*Work instruction:*
In the records below, some lines contain the word "Poplar". Copy each of them.

*Records provided:*

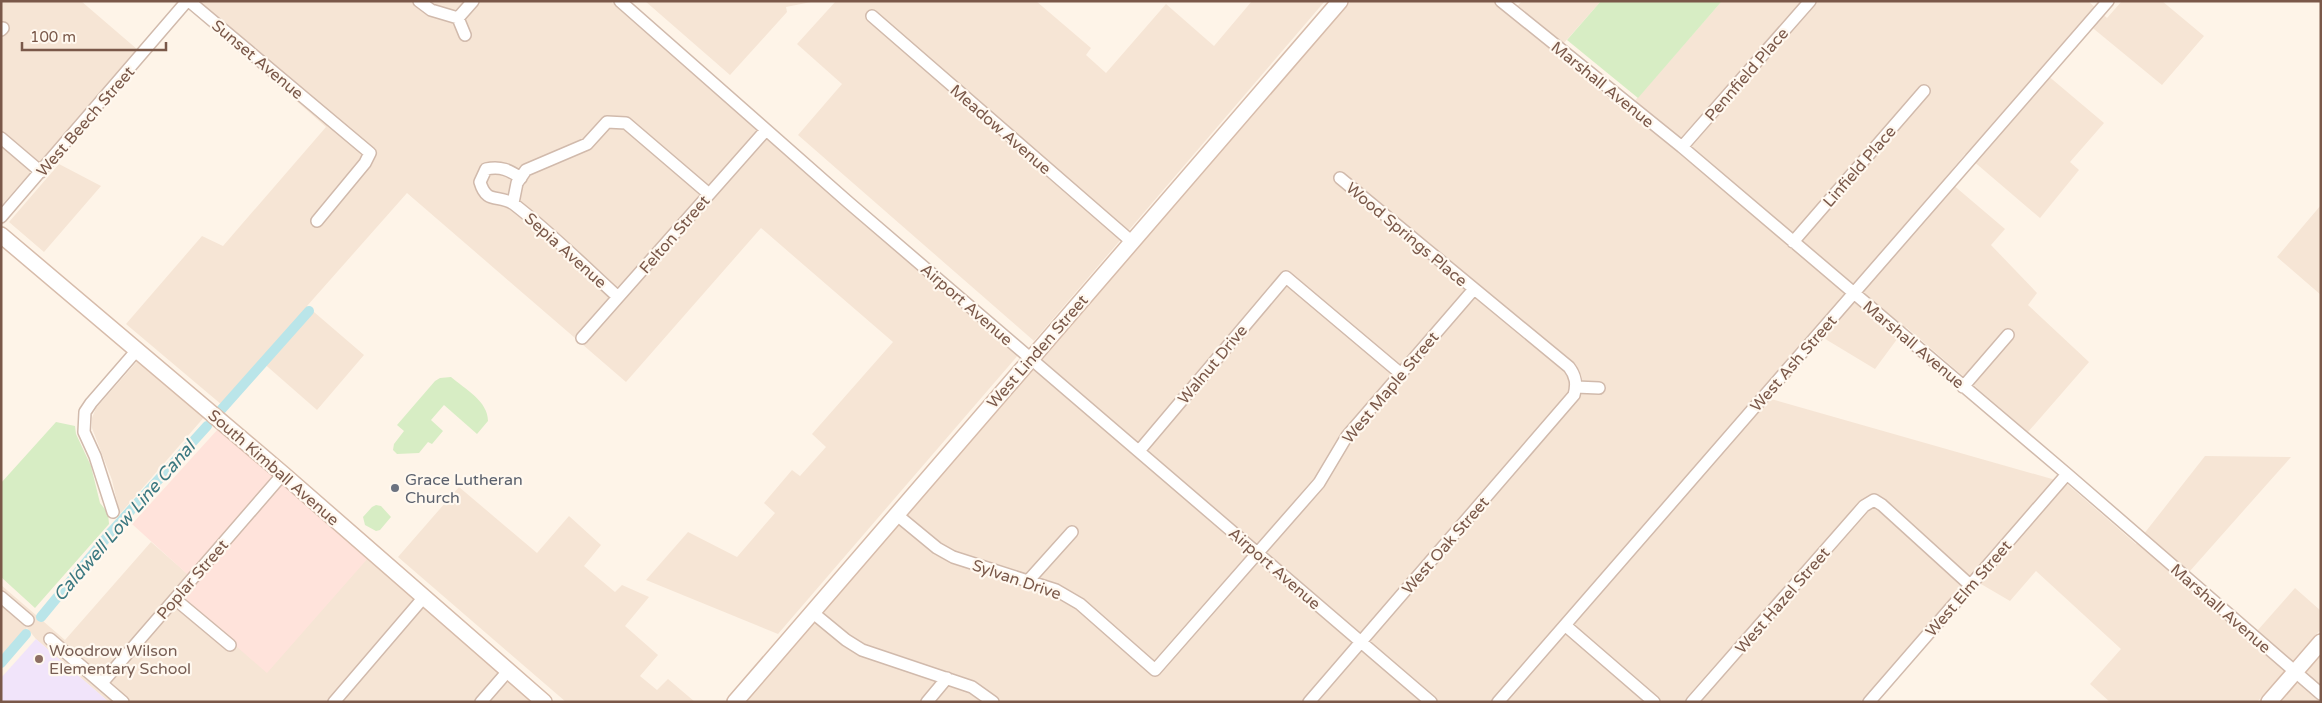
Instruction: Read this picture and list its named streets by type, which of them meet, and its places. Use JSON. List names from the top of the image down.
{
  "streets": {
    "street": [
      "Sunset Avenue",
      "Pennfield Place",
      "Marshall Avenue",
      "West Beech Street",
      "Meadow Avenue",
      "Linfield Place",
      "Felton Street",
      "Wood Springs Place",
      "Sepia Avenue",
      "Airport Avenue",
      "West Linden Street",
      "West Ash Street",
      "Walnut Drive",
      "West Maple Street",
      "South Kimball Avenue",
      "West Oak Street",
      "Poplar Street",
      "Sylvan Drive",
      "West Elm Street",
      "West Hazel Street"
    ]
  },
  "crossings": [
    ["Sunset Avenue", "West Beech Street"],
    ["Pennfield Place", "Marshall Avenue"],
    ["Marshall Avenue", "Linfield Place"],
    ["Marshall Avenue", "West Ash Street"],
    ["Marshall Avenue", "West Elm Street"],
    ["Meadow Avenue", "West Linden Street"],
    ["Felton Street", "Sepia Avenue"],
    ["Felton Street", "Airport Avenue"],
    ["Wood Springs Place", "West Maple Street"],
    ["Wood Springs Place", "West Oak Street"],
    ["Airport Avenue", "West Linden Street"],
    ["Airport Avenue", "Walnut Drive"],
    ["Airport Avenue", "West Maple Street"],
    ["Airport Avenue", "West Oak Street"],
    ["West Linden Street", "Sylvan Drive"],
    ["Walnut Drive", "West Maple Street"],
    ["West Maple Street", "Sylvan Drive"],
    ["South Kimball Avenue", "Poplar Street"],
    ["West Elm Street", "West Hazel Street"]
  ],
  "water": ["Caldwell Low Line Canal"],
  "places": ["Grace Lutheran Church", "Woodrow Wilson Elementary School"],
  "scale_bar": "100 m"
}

*Response below:*
      "Poplar Street",
    ["South Kimball Avenue", "Poplar Street"],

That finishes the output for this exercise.